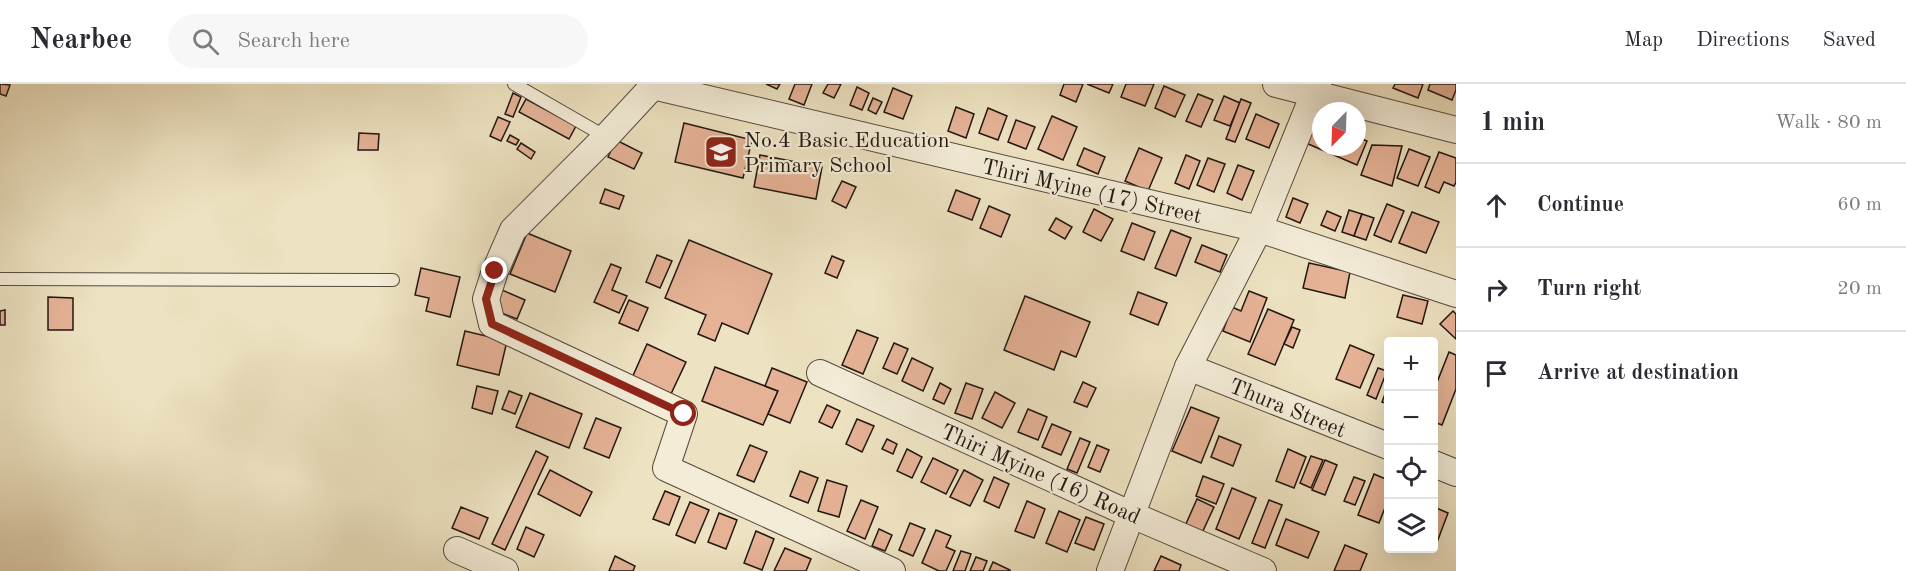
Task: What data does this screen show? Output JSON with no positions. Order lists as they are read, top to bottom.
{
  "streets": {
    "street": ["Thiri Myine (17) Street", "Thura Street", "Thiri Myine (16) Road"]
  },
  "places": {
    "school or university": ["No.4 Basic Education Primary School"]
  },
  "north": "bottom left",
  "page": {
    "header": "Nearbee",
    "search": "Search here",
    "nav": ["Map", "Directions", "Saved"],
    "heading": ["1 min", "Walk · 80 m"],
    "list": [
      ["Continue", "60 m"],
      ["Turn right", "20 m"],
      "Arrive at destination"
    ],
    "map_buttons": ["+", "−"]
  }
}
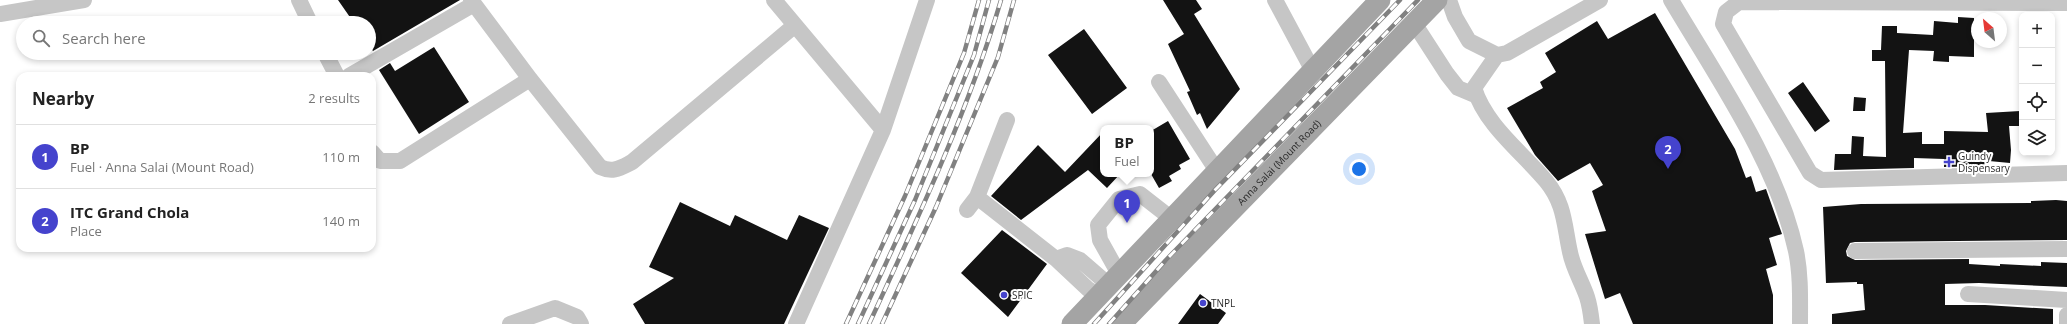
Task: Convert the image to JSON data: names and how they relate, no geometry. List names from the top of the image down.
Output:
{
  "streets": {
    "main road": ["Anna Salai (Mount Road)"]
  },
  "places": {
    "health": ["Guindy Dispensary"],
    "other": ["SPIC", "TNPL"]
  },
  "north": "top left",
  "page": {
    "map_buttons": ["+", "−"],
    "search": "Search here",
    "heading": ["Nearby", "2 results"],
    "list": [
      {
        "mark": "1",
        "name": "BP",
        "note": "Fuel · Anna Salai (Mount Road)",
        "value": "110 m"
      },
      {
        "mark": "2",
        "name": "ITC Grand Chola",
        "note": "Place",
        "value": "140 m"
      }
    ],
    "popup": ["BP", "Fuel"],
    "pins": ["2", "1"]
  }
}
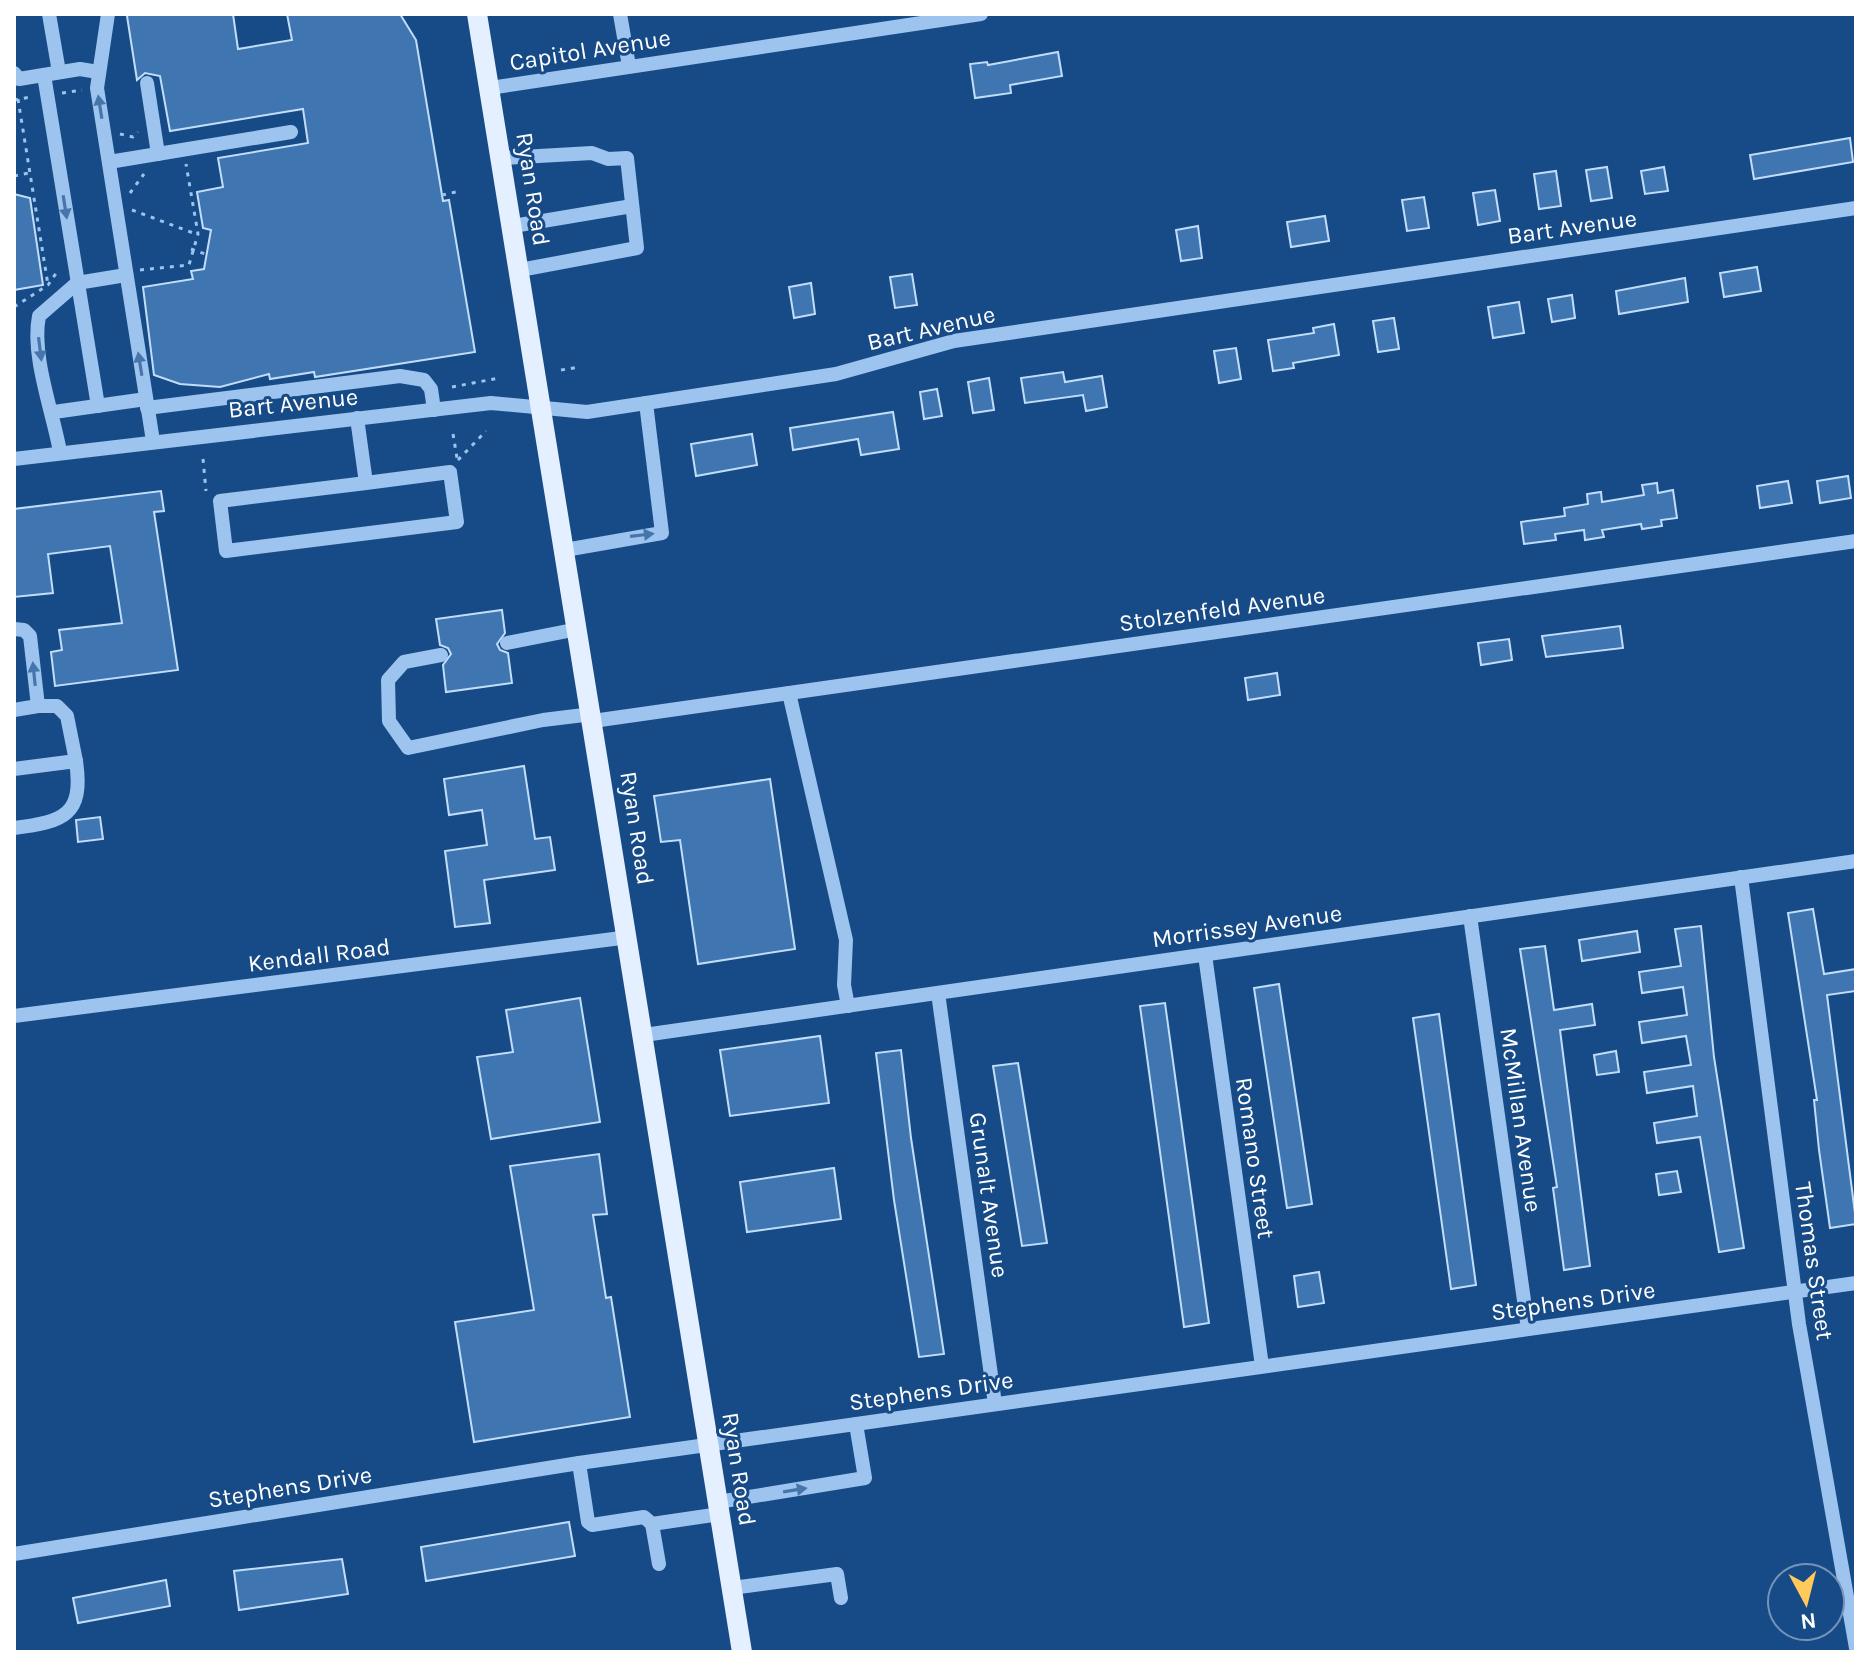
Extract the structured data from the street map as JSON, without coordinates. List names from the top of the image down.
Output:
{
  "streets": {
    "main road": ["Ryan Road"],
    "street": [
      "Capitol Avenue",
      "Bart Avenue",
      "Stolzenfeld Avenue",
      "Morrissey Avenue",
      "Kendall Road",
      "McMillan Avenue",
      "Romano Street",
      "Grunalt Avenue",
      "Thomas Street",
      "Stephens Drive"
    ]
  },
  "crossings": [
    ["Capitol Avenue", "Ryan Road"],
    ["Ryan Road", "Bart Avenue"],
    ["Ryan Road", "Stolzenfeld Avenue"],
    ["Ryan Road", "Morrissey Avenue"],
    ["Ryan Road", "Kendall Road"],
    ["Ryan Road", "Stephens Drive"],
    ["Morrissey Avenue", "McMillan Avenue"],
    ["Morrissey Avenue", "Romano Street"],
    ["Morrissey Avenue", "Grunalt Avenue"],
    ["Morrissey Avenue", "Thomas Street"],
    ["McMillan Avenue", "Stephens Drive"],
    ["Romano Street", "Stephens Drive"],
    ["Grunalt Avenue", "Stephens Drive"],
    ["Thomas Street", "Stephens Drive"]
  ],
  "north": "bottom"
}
----
> **Task directions**:
Where a line in the records above contains the string "names", copy that line.

> **Response below**:
Task: Convert the image to JSON data: names and how they relate, no geometry. List names from the top of the image down.
Extract the structured data from the street map as JSON, without coordinates. List names from the top of the image down.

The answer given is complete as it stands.